Issue summary:
On November 14, 2024, Splash experienced major service degradation that caused intermittent disruptions in touchpoint loading and other service functionality. The issue affected the logged-in experience, RSVP to an event, and Virtual Event Page check-in.
Issue timeframe:
November 14, 2024 - 12:03 PM EST - 12:33 PM EST. (30 minutes)
Sequence of events:
- November 14, 2024 12:03 PM EST: Internal alerts triggered; investigation began.
- November 14, 2024 12:13 PM EST: First customer-reported issues received by Support.
- November 14, 2024 12:25 PM EST: System impact and root cause identified; recovery efforts initiated by Splash Engineering.
- November 14, 2024 12:33 PM EST: Services stabilized; monitoring continued to ensure resolution.

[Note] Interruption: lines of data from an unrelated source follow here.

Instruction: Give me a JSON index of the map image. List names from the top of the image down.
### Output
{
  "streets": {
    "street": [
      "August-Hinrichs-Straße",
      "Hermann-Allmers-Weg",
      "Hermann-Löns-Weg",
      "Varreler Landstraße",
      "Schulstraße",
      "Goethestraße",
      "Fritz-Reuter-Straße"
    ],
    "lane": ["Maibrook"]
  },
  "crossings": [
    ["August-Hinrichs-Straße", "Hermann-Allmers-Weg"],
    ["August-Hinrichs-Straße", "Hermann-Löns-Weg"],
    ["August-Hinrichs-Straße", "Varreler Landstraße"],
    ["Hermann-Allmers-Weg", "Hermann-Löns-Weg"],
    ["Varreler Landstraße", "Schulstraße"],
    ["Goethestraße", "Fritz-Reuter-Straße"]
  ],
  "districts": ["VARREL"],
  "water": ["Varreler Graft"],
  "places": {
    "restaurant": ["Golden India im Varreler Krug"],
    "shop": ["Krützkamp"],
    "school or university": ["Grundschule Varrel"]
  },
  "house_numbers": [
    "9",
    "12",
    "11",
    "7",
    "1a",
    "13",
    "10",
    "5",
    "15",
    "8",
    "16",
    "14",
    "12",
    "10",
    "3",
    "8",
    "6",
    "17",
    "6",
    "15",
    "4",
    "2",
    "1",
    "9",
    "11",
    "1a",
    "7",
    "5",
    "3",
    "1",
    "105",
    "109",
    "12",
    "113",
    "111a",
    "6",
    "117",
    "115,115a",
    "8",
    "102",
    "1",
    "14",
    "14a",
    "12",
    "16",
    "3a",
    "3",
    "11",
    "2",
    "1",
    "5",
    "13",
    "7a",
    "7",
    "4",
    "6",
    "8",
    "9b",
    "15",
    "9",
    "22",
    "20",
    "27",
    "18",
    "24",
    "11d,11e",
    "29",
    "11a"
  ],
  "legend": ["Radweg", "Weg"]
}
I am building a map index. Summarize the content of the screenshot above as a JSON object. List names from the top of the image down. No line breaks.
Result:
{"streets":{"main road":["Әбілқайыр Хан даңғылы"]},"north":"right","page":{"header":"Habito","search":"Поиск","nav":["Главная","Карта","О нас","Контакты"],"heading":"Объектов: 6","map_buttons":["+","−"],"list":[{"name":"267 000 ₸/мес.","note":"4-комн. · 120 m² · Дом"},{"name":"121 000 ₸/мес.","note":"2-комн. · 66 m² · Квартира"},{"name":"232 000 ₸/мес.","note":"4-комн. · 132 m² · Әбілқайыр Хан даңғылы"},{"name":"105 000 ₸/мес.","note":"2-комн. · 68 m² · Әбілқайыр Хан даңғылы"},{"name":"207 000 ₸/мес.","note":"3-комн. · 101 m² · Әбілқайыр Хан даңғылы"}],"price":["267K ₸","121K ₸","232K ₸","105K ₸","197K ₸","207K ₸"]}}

- November 14, 2024 1:02 PM EST: Incident marked as resolved.
Root cause:
Splash encountered a significant spike in traffic that exceeded normal levels, resulting in increased API errors. The autoscaling mechanisms set in place, and designed to adjust resources based on demand, did not perform as anticipated.
Steps to prevent recurrence:
- Splash to adjust internal processes to better flag high-traffic events proactively to prepare systems for potential surges.
- Splash to implement, QA, and adjust the autoscaling policy to manage traffic dynamically.